# Van Staal VM150 or Penn Slammer 3 5500?



## officerstanley (Dec 14, 2018)

I'm looking for a reel for pier and surf fishing. With that said, which option between the Van Staal VM150 or the Slammer 3 5500 would be the better reel? From line capacity stand point these two look similar but what about the overall size, is it close? Also is the extra price tag of the VM150 worth it over the slammer or would the better choice be the Slammer for the price?


----------



## Benji (Nov 19, 2014)

The only real need for a van stall is if you plan to have it submerged during use or for an extended period of time. If you want a bail-less reel penn spinfisher 4500 has a bail-less model now, as far as size is concerned the 4500 penn is closer in actually size but probably heavier than the vs. What is the application for the reel your looking for bait? Lures? Both? Are you using braid? If you want something multi purpose I'd recommend a bailed 4500 spinfisher or slammer with 30# braid. Not good for soaking baits in a crowded area but fine if you're on the beach and would work well for tins and plugs as well. I have 2 older spinfisher 4500 set up like that, that get moved around a lot from surf rods to boat rods to the bait rod for pier fishing ext. They have caught everything from pompano and roundhead to tautog and striper.


----------



## officerstanley (Dec 14, 2018)

Primarily would be for throwing weight and bait maybe on occasions lures but mostly just bait. I will be using 30# braid on this set up, unfortunately where I fish the crowd comes and goes. this time of year there aren't too many people but during spring, summer, and fall it can get pretty crowded easily so I guess would need to be something that would be fine for that. Judging from what you've said, you are kind of echoing what I was thinking deep down that the Van Staal, might not be needed for my uses. I think I might be just trying to talk my way into a justification for a new reel haha. So maybe I will just save that money on the VM unless anyone else thinks anything different.


----------



## hunter1 (Jul 31, 2009)

For pier fishing using bait. For spinning I use a Penn 704Z , I know there are better reels but I like a reel built like a tank for pier fishing. I also use conventional gear on piers. Besides were I pier fish , most of the other fisherman don't use braid fishing a pier. I use 20lb BBG, with a 40lb leader.


----------



## Benji (Nov 19, 2014)

I feel I should clarify what I meant by crowded area. Like the end of a pier( some piers don't allow braid at all) or the Congo line situation at cape hatteras point. That's mono only. If you got a crowded beach and it's not a hold your rod situation. It's first come first served, if my braid cuts you off you set to close to me and it's your fault. I'll find a different cut to fish before setting up on top of someone else its common curiosity.


----------



## officerstanley (Dec 14, 2018)

Benji said:


> I feel I should clarify what I meant by crowded area. Like the end of a pier( some piers don't allow braid at all) or the Congo line situation at cape hatteras point.

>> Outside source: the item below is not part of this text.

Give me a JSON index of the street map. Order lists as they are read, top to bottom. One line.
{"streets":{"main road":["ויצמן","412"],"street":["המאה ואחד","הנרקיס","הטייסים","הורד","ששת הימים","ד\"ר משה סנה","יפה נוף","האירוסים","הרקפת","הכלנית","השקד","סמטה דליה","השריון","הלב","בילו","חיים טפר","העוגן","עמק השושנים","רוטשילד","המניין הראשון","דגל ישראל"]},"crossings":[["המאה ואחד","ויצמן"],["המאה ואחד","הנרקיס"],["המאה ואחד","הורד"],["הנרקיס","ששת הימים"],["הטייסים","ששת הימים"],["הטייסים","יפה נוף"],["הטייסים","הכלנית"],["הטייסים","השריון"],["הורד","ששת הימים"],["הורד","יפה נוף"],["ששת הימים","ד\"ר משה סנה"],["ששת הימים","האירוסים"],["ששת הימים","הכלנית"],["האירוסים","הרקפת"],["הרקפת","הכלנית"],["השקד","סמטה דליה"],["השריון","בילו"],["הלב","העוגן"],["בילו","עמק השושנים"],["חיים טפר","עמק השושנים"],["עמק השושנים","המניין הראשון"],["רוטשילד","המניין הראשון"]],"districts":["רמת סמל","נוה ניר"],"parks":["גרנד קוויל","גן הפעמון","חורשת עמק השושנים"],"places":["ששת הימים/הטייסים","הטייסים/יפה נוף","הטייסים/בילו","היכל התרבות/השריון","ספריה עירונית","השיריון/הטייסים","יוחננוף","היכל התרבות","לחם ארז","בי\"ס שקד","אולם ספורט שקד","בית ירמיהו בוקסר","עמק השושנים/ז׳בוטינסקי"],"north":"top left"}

Oh ok. No where I fish has a restriction on line they don't care if it is braid or mono/Flouro. Thanks


----------



## hunter1 (Jul 31, 2009)

I did buy a Shimano Stradic 5000 reel , I love it, tried it with braid it was ok, I put 12 lb mono and I use it on a 7'6" Star 1 piece rod . She is a killer on flounder. I do love the reel, smooth. Check them out.


----------



## officerstanley (Dec 14, 2018)

hunter1 said:


> I did buy a Shimano Stradic 5000 reel , I love it, tried it with braid it was ok, I put 12 lb mono and I use it on a 7'6" Star 1 piece rod . She is a killer on flounder. I do love the reel, smooth. Check them out.

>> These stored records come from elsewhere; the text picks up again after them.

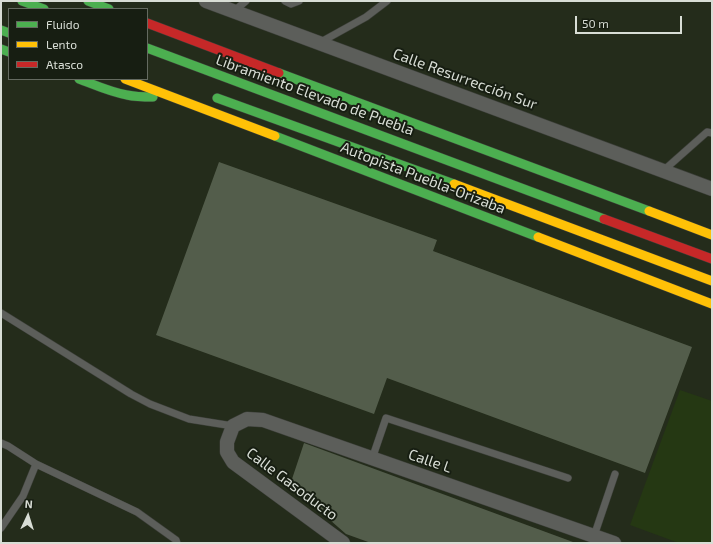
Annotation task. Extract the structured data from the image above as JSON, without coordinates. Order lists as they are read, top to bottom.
{
  "streets": {
    "highway": ["Libramiento Elevado de Puebla", "Autopista Puebla-Orizaba"],
    "street": ["Calle Resurrección Sur", "Calle L", "Calle Gasoducto"]
  },
  "crossings": [
    ["Calle L", "Calle Gasoducto"]
  ],
  "legend": ["Fluido", "Lento", "Atasco"],
  "scale_bar": "50 m",
  "north": "top"
}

Sort of related but for a different rod. I have a Connley Inshore 15-25# I picked up for a steal on Ebay and it looks like Connley Rods say a 5000-6000 size reel is what they like on it on the website. The closest I have to that size range is a Slammer 3 6500 but it looks and feels way too big for that outfit the 3500 feels too small so I'm thinking a 4000-5000 size reel. Since, as you may have guessed, most of my spinning reels are Penn and I don't currently have a Shimano I am not sure if Penn reels run big for their size or if they are pretty much the same as Shimano in size. I want a reel to handle most inshore things but not so big it will make the setup so heavy or out of balance that its no fun to cast or fish with all day with since it is too nice of a rod not to use much. Any input there?


----------



## kurazy kracka (Oct 14, 2008)

No need at all for a VS and the VM is a boat reel pretty much. No need for a slammer even for bait fishing piers and sand. SSVI is all you need at most.


----------



## officerstanley (Dec 14, 2018)

kurazy kracka said:


> No need at all for a VS and the VM is a boat reel pretty much. No need for a slammer even for bait fishing piers and sand. SSVI is all you need at most.

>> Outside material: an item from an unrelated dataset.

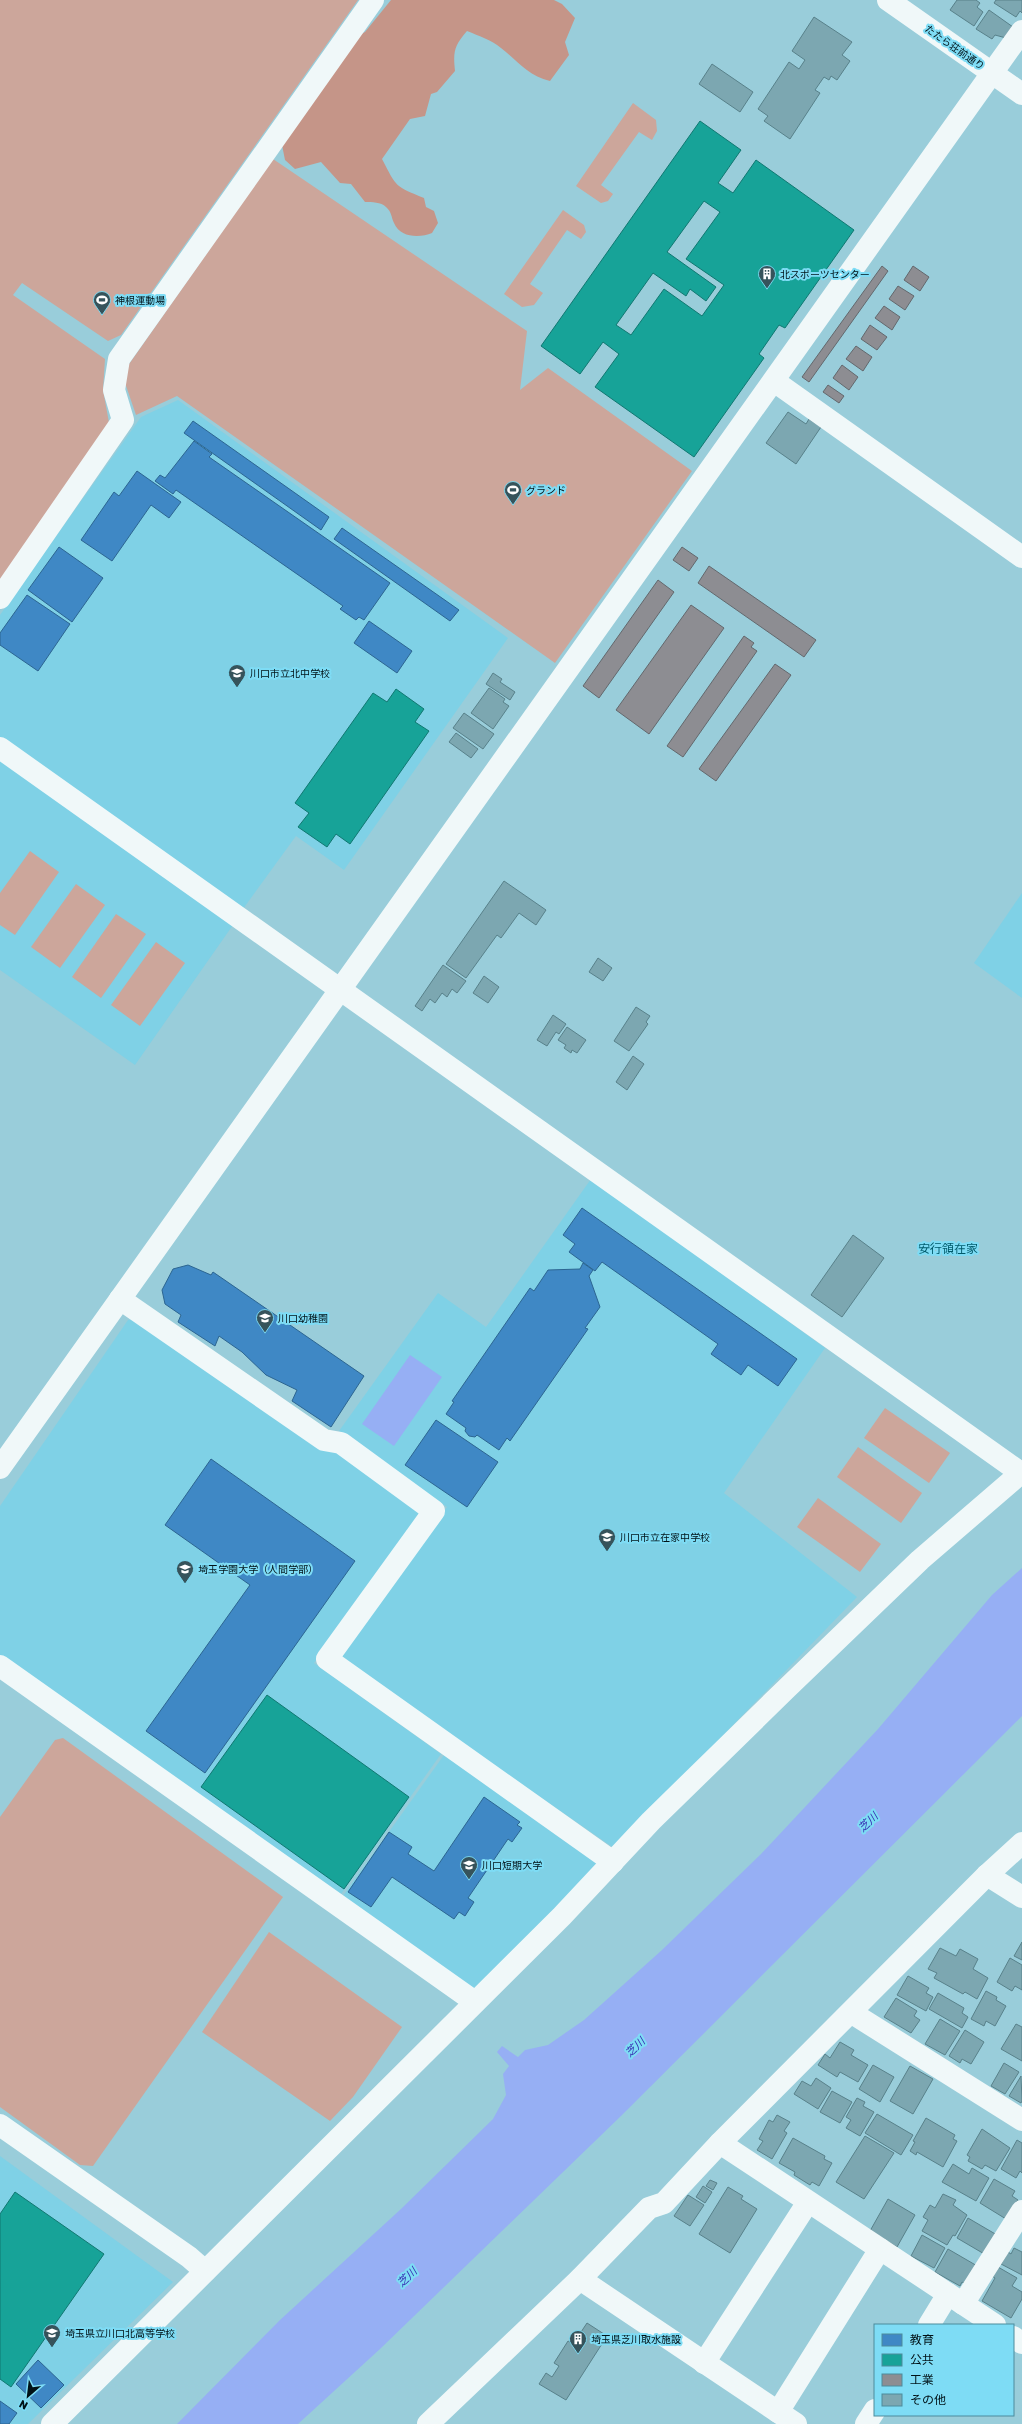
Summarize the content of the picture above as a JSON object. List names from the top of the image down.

i might do some fishing for bait fish with it but the rod will mainly be targeting bull reds, maybe some smaller sharks, and things that will take off some drag. When I mentioned bait above I didn't say it right I will be mainly throwing bait to catch bigger fish, maybe throw some lures occasionally


----------



## 9 rock (Nov 30, 2008)

officerstanley said:


> i might do some fishing for bait fish with it but the rod will mainly be targeting bull reds, maybe some smaller sharks, and things that will take off some drag. When I mentioned bait above I didn't say it right I will be mainly throwing bait to catch bigger fish, maybe throw some lures occasionally


Well in the land of the north casting for big fish with a spinner it's a Daiwa saltist in current inlets with its big retrieve picks up I think 48 in , I fish a 5000 Stradic because it's smooth as glass , saw a lot of penn spinnfishers out there this yr they seem to be catching on more and they are sealed water tight so they say , the penn 704 z is a tank not something you want to cast and retrieve, the old 706 greenie customized like a VS is bulletproof in the suds buy far the choice of pluggers up north of the 2 good luck finding that under 300 , I really like the Shimono ultegra reels probably my next buy I just love the smoothness of a shimano 
1


----------



## hunter1 (Jul 31, 2009)

Officer, All my other reels are Penn, spinning and conventional. But I liked the Stradic when the salesman showed it to me at Cabelas. Reel looks the same size as my Penn BTL ll 5000. Only problem I find with the Stradic is you need a certain type of star driver to work and maintain them. My Penn , other than the conv, are easy to work on and maintain.But the reel is as smooth as silk. But I'll stick with Penn. Matter of fact I just bought a Penn SS4500 V1 for my 11' Tsunami Elite rod for casting Plugs. For reds and sharks and other large fish I use Conventional tackle. Tight lines.:beer:


----------